Assignment:
What lines in the data hold the string "green"? Show them.

*** Stored data ***

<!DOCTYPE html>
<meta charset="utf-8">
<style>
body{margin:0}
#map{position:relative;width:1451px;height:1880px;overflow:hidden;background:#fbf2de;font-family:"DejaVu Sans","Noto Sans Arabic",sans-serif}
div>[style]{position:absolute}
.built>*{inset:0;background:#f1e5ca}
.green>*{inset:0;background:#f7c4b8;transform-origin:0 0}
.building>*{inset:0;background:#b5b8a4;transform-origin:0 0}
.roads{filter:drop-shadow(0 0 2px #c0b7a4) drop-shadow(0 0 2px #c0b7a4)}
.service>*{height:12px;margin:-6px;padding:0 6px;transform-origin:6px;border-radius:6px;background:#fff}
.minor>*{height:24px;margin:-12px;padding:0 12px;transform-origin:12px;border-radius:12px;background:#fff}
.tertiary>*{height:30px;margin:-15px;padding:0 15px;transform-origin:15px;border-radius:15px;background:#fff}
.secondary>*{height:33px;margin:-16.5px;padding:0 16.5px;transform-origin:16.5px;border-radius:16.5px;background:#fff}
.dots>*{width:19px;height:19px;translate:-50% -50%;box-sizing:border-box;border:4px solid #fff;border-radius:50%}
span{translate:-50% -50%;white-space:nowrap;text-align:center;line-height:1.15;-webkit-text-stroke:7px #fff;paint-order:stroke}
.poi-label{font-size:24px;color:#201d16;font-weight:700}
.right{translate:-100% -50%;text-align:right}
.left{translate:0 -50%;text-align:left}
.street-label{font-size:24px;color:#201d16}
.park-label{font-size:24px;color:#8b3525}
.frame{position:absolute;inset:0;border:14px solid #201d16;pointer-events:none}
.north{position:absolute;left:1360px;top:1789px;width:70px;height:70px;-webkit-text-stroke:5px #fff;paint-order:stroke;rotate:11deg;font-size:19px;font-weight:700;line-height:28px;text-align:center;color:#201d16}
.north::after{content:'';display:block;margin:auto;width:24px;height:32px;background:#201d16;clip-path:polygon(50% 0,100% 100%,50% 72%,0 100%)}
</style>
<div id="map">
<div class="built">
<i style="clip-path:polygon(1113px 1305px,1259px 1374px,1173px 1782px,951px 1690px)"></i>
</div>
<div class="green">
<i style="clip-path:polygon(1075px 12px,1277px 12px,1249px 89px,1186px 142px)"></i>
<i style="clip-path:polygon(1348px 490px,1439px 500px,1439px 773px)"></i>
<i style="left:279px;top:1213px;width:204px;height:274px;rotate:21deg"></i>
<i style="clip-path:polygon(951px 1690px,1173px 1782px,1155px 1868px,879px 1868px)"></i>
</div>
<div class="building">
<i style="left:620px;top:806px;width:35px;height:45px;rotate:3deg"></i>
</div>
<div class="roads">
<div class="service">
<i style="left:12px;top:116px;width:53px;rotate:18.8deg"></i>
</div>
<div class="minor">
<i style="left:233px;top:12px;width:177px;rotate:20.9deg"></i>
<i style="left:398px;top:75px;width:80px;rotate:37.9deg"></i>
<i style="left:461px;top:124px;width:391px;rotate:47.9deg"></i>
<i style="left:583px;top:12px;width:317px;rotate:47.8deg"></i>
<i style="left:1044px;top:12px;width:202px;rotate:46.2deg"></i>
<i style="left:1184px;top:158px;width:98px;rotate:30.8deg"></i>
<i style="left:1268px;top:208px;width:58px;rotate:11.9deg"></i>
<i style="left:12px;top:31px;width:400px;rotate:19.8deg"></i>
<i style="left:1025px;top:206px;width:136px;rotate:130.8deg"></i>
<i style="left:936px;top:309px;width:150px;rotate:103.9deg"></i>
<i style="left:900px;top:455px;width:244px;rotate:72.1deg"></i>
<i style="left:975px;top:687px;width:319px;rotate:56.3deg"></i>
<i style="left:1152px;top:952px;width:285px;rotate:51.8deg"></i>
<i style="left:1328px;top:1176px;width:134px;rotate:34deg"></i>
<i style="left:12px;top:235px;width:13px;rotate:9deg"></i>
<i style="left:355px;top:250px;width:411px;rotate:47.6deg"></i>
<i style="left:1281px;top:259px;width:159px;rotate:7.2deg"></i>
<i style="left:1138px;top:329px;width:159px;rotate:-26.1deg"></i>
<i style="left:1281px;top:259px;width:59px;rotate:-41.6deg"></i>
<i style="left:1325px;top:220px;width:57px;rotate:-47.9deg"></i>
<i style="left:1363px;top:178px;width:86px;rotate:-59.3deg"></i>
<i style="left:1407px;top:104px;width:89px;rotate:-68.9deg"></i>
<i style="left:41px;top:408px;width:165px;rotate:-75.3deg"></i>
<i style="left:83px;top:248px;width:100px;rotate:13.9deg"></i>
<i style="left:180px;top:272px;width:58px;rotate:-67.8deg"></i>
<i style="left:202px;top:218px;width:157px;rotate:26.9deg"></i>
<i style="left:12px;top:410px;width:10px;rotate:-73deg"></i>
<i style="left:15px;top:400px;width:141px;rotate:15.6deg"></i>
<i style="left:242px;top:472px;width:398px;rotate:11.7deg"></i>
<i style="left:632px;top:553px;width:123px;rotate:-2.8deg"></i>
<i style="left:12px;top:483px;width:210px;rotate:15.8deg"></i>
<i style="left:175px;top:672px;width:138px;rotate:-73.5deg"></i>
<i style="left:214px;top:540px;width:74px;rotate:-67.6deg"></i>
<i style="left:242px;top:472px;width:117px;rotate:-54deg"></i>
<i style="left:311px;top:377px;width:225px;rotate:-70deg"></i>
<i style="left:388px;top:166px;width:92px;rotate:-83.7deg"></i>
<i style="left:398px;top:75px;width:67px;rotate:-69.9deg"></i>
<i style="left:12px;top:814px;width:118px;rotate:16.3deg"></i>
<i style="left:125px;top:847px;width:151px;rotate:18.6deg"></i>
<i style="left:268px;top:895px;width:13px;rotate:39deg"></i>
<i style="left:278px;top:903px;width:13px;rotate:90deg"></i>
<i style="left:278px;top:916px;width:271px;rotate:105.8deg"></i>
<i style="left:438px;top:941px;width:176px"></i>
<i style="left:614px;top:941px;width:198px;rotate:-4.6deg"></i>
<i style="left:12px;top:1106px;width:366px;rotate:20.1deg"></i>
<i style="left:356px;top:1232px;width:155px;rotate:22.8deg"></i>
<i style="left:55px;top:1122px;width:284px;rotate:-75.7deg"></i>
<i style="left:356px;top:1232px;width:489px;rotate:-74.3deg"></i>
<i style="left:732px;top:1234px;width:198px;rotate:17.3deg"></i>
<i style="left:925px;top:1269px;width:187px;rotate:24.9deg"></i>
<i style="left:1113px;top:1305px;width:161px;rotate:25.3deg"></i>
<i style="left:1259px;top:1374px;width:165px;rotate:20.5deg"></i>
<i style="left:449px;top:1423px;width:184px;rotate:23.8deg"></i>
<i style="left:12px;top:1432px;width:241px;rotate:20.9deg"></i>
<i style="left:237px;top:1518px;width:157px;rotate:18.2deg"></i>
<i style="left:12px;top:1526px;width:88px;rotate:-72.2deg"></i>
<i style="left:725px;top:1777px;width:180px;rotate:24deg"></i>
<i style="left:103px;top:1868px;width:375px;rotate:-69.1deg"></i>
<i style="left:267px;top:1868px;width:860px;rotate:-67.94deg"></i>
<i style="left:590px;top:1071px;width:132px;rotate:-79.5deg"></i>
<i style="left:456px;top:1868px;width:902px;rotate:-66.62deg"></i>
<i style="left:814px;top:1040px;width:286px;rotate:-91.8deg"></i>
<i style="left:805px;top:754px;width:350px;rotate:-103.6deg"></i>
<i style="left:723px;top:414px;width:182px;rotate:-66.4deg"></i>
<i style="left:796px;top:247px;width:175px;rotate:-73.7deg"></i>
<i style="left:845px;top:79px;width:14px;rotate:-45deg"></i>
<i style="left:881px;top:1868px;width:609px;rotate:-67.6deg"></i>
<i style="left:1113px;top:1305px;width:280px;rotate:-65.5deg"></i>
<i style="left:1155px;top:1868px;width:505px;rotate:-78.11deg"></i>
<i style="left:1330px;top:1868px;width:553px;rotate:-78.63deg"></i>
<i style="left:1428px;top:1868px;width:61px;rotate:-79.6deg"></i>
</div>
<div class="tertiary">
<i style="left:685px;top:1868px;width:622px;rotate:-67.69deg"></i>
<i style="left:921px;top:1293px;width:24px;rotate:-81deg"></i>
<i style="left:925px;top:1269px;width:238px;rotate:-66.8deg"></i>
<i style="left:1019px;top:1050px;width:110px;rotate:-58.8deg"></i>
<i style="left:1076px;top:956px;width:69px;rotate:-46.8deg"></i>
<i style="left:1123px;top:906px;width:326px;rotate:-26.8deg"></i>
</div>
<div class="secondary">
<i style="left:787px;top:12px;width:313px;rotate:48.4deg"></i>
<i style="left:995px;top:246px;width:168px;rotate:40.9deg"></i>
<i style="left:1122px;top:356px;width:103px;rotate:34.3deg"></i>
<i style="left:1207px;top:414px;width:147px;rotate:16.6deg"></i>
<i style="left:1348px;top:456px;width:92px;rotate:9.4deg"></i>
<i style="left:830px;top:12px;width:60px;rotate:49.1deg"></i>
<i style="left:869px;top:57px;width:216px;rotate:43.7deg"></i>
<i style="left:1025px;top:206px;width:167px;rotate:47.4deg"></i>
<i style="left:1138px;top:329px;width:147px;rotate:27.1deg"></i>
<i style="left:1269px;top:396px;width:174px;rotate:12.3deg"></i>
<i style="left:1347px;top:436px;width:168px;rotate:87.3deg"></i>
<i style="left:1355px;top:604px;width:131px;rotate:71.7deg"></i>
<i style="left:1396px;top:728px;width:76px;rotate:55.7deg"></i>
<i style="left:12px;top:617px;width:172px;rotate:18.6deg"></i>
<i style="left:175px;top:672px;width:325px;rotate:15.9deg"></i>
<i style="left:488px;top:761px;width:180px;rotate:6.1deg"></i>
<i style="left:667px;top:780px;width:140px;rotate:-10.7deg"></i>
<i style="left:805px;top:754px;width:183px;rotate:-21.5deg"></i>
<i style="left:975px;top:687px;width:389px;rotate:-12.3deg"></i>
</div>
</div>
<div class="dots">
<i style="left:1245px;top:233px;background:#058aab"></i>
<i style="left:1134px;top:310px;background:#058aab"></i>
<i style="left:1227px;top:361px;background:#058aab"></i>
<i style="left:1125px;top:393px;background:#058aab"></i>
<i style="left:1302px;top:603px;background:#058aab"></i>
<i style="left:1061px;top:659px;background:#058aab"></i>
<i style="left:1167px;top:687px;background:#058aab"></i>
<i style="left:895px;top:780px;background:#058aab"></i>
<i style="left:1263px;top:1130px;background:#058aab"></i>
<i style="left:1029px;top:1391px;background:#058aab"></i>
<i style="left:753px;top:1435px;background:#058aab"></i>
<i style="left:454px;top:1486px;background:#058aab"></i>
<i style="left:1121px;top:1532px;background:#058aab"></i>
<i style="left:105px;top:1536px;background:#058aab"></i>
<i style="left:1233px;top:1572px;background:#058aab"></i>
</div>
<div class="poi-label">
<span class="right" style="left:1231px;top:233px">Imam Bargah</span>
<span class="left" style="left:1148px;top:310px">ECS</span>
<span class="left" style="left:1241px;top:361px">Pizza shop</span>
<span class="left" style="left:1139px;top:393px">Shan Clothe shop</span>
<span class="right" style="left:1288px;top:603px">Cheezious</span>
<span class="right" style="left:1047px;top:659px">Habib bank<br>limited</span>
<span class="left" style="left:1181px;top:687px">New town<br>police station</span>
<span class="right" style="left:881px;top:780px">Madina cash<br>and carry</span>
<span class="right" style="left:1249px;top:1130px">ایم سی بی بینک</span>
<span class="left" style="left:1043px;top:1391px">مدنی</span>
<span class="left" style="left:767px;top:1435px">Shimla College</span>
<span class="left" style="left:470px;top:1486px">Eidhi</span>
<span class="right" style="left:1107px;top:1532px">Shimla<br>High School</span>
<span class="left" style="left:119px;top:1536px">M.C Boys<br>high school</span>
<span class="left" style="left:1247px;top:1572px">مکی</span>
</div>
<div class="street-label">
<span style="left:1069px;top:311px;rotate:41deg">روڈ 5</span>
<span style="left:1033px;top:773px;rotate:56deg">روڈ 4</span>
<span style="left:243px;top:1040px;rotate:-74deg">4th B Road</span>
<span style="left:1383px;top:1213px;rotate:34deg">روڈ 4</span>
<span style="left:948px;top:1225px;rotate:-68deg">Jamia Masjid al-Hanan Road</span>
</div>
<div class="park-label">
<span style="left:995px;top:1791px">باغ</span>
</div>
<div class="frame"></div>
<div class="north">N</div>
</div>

*** End of Stored data ***

Solution:
.green>*{inset:0;background:#f7c4b8;transform-origin:0 0}
<div class="green">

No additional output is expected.